━━━━━ EXTRACTED MATERIAL ━━━━━
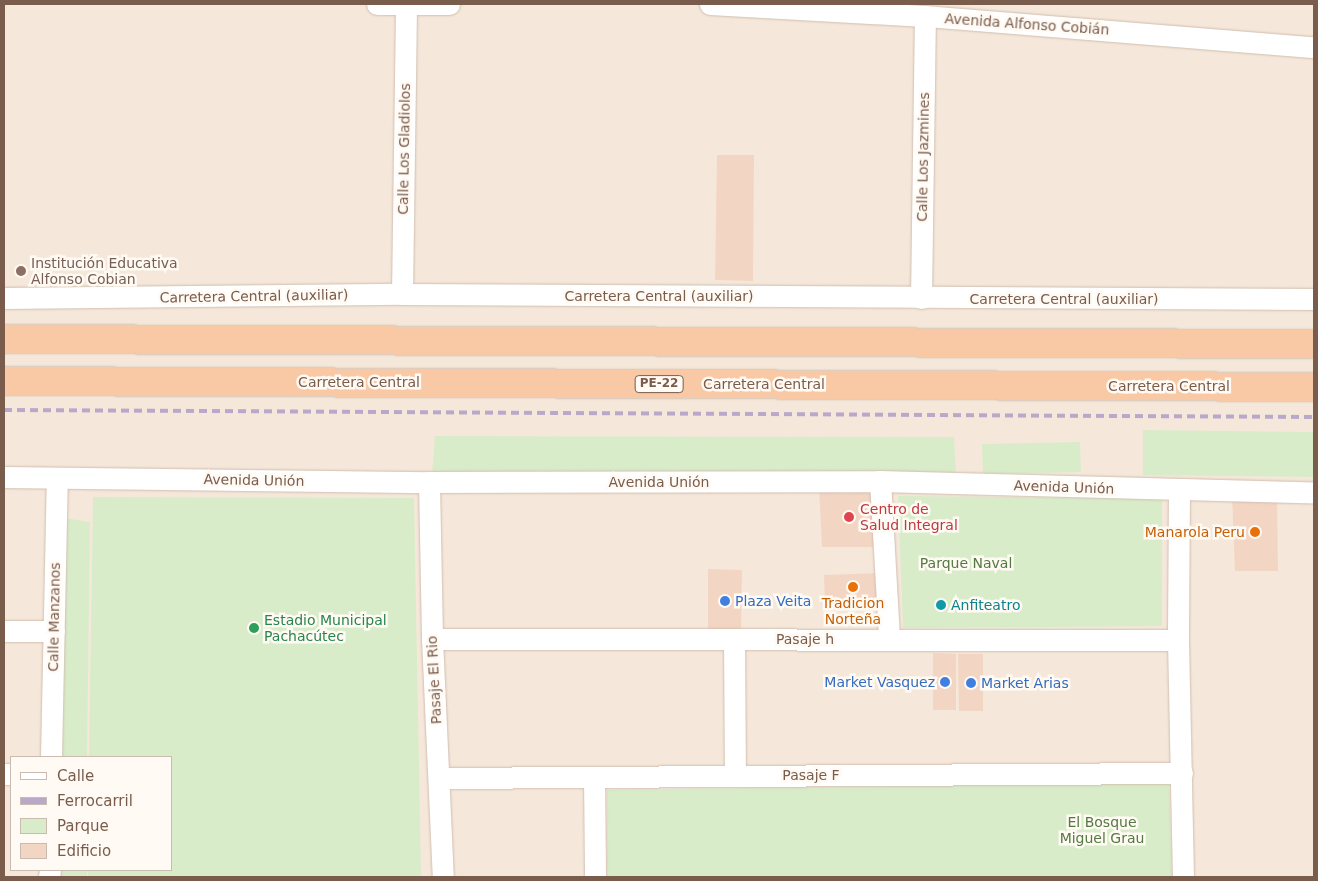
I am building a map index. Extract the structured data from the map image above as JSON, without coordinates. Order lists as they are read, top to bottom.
{
  "streets": {
    "highway": ["Carretera Central", "PE-22"],
    "street": [
      "Avenida Alfonso Cobián",
      "Calle Los Gladiolos",
      "Calle Los Jazmines",
      "Carretera Central (auxiliar)",
      "Avenida Unión",
      "Calle Manzanos",
      "Pasaje h",
      "Pasaje El Rio",
      "Pasaje F"
    ]
  },
  "crossings": [
    ["Avenida Alfonso Cobián", "Calle Los Jazmines"],
    ["Calle Los Gladiolos", "Carretera Central (auxiliar)"],
    ["Calle Los Jazmines", "Carretera Central (auxiliar)"],
    ["Avenida Unión", "Calle Manzanos"],
    ["Avenida Unión", "Pasaje El Rio"],
    ["Pasaje h", "Pasaje El Rio"],
    ["Pasaje El Rio", "Pasaje F"]
  ],
  "parks": ["Parque Naval", "El Bosque Miguel Grau"],
  "places": [
    "Institución Educativa Alfonso Cobian",
    "Centro de Salud Integral",
    "Manarola Peru",
    "Tradicion Norteña",
    "Plaza Veita",
    "Anfiteatro",
    "Estadio Municipal Pachacútec",
    "Market Vasquez",
    "Market Arias"
  ],
  "legend": [
    "Calle",
    "Ferrocarril",
    "Parque",
    "Edificio"
  ]
}
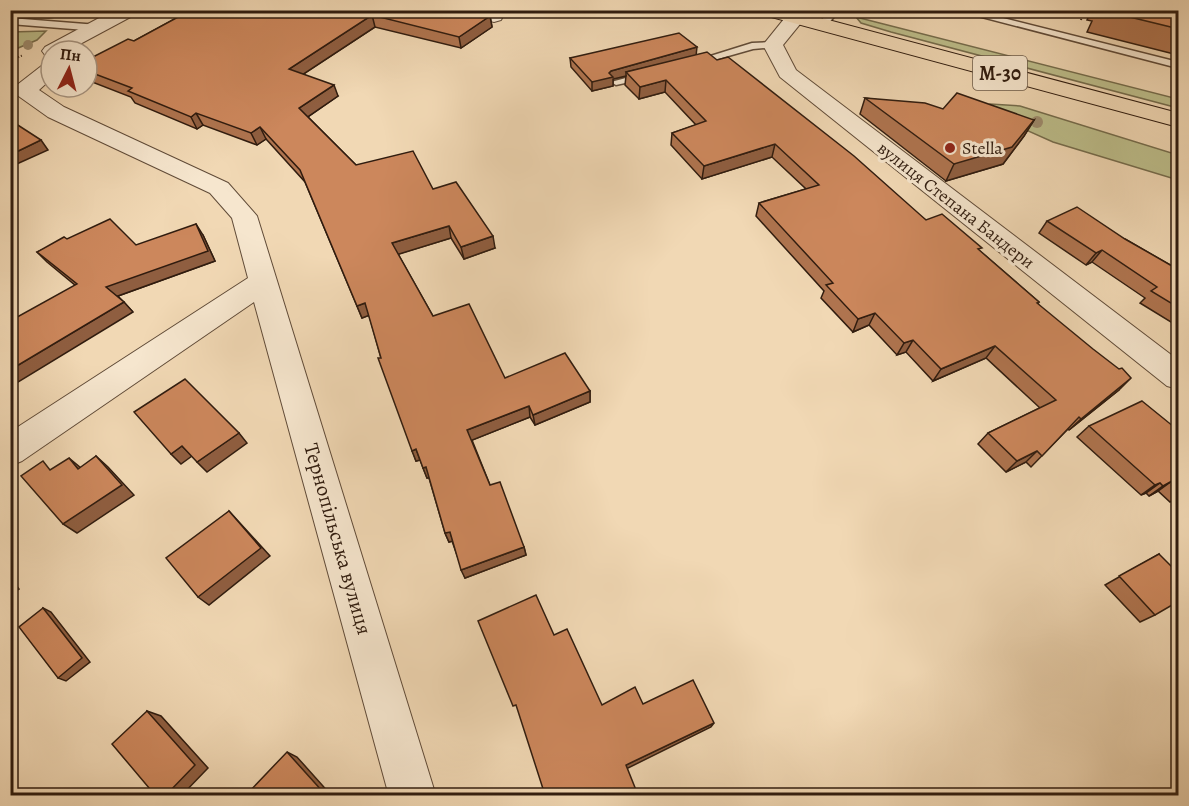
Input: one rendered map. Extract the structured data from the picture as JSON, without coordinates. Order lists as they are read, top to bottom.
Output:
{
  "streets": {
    "highway": ["М-30"],
    "street": ["вулиця Степана Бандери", "Тернопільська вулиця"]
  },
  "places": ["Stella"],
  "north": "top"
}
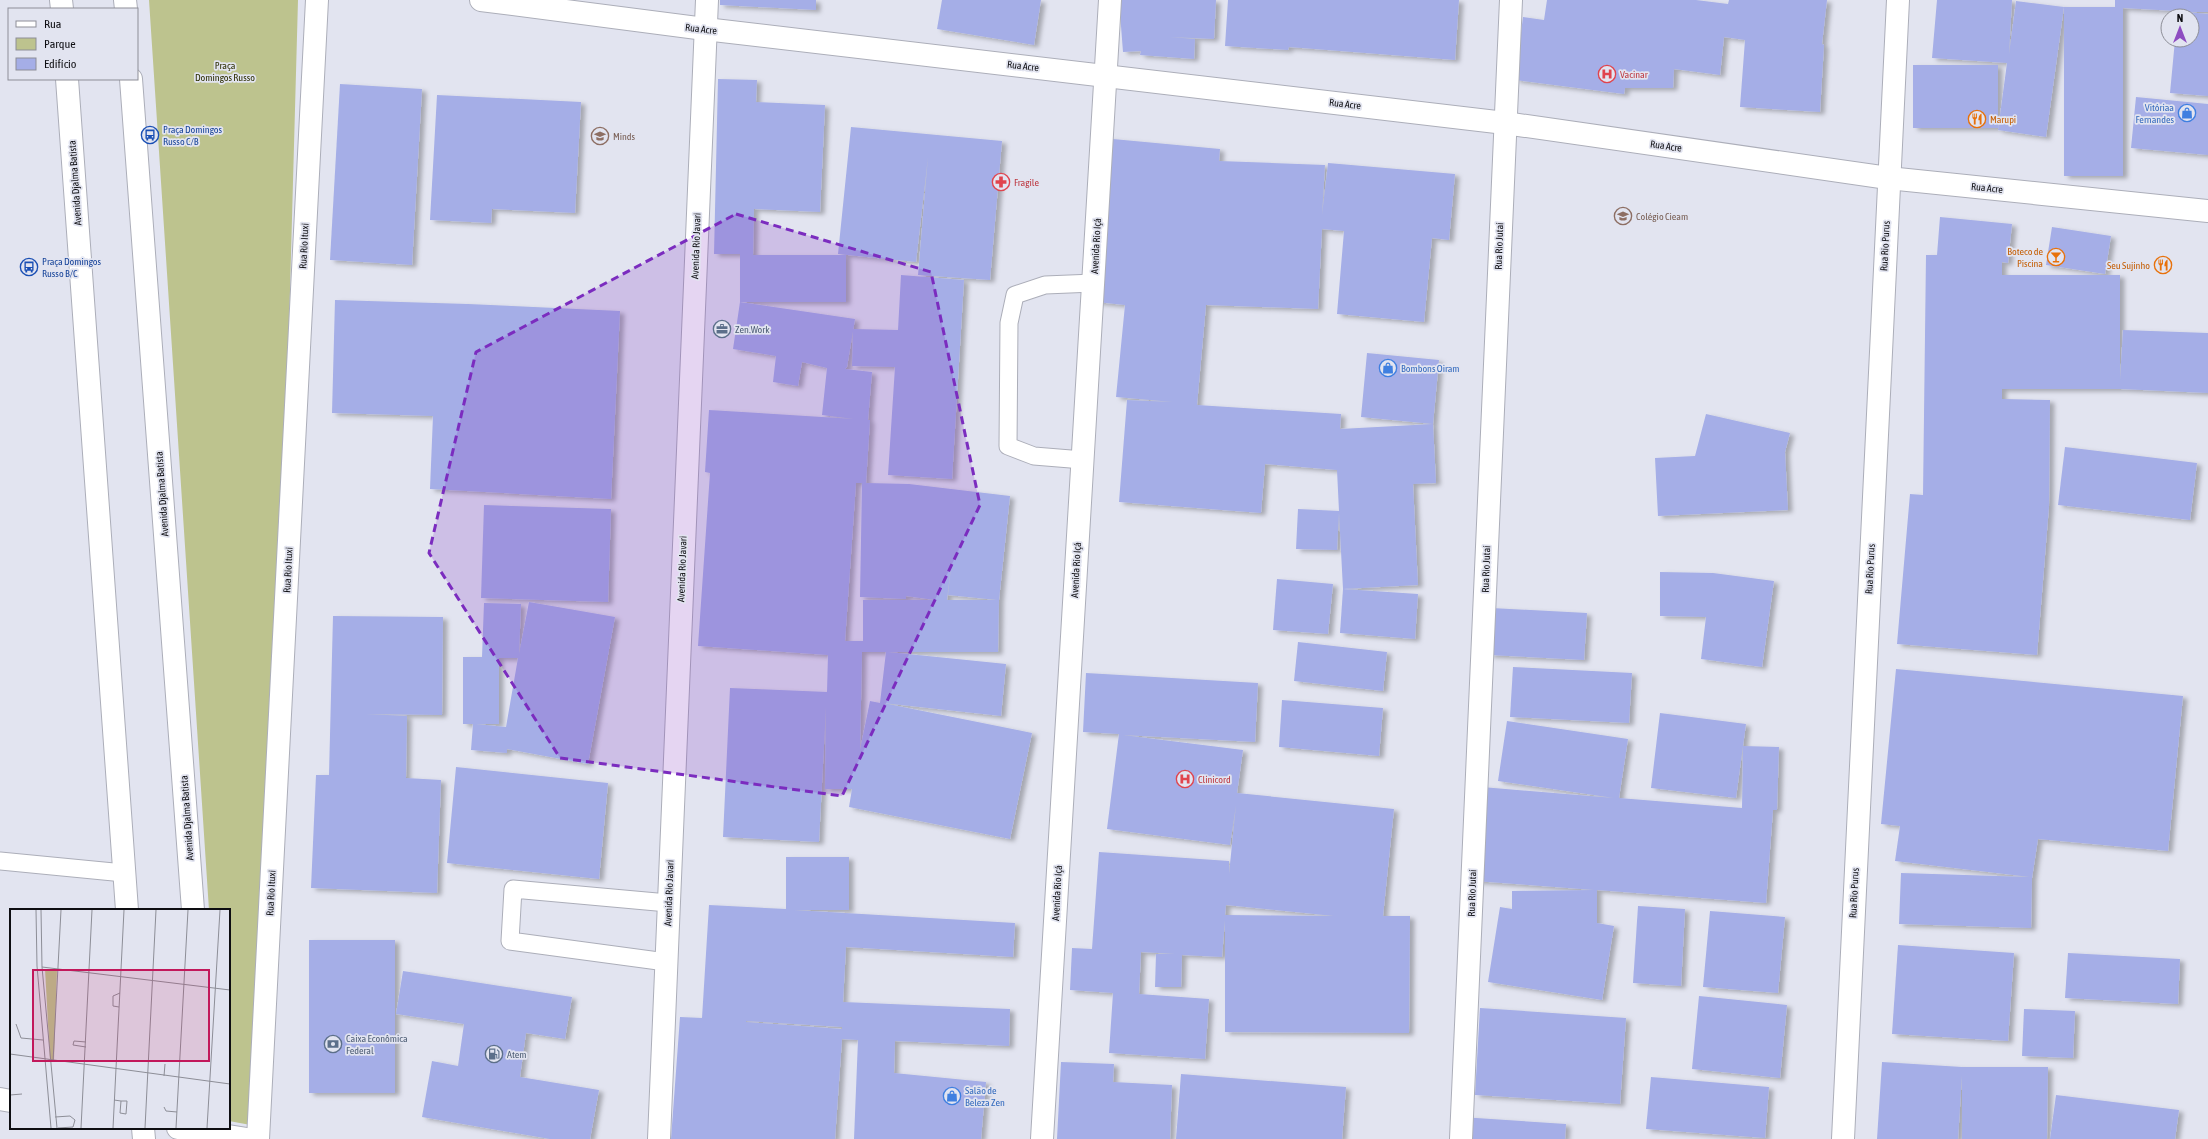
━━━━━
Each line above gets copied exactly; leave the pictures out.

* _RESULT_:
I am building a map index. Extract the structured data from the map image above as JSON, without coordinates. Order lists as they are read, top to bottom.
{
  "streets": {
    "highway": ["Carretera Central", "PE-22"],
    "street": [
      "Avenida Alfonso Cobián",
      "Calle Los Gladiolos",
      "Calle Los Jazmines",
      "Carretera Central (auxiliar)",
      "Avenida Unión",
      "Calle Manzanos",
      "Pasaje h",
      "Pasaje El Rio",
      "Pasaje F"
    ]
  },
  "crossings": [
    ["Avenida Alfonso Cobián", "Calle Los Jazmines"],
    ["Calle Los Gladiolos", "Carretera Central (auxiliar)"],
    ["Calle Los Jazmines", "Carretera Central (auxiliar)"],
    ["Avenida Unión", "Calle Manzanos"],
    ["Avenida Unión", "Pasaje El Rio"],
    ["Pasaje h", "Pasaje El Rio"],
    ["Pasaje El Rio", "Pasaje F"]
  ],
  "parks": ["Parque Naval", "El Bosque Miguel Grau"],
  "places": [
    "Institución Educativa Alfonso Cobian",
    "Centro de Salud Integral",
    "Manarola Peru",
    "Tradicion Norteña",
    "Plaza Veita",
    "Anfiteatro",
    "Estadio Municipal Pachacútec",
    "Market Vasquez",
    "Market Arias"
  ],
  "legend": [
    "Calle",
    "Ferrocarril",
    "Parque",
    "Edificio"
  ]
}
Input: one rendered map. Extract the structured data from the picture as JSON, without coordinates. Order lists as they are read, top to bottom.
Output:
{
  "streets": {
    "highway": ["М-30"],
    "street": ["вулиця Степана Бандери", "Тернопільська вулиця"]
  },
  "places": ["Stella"],
  "north": "top"
}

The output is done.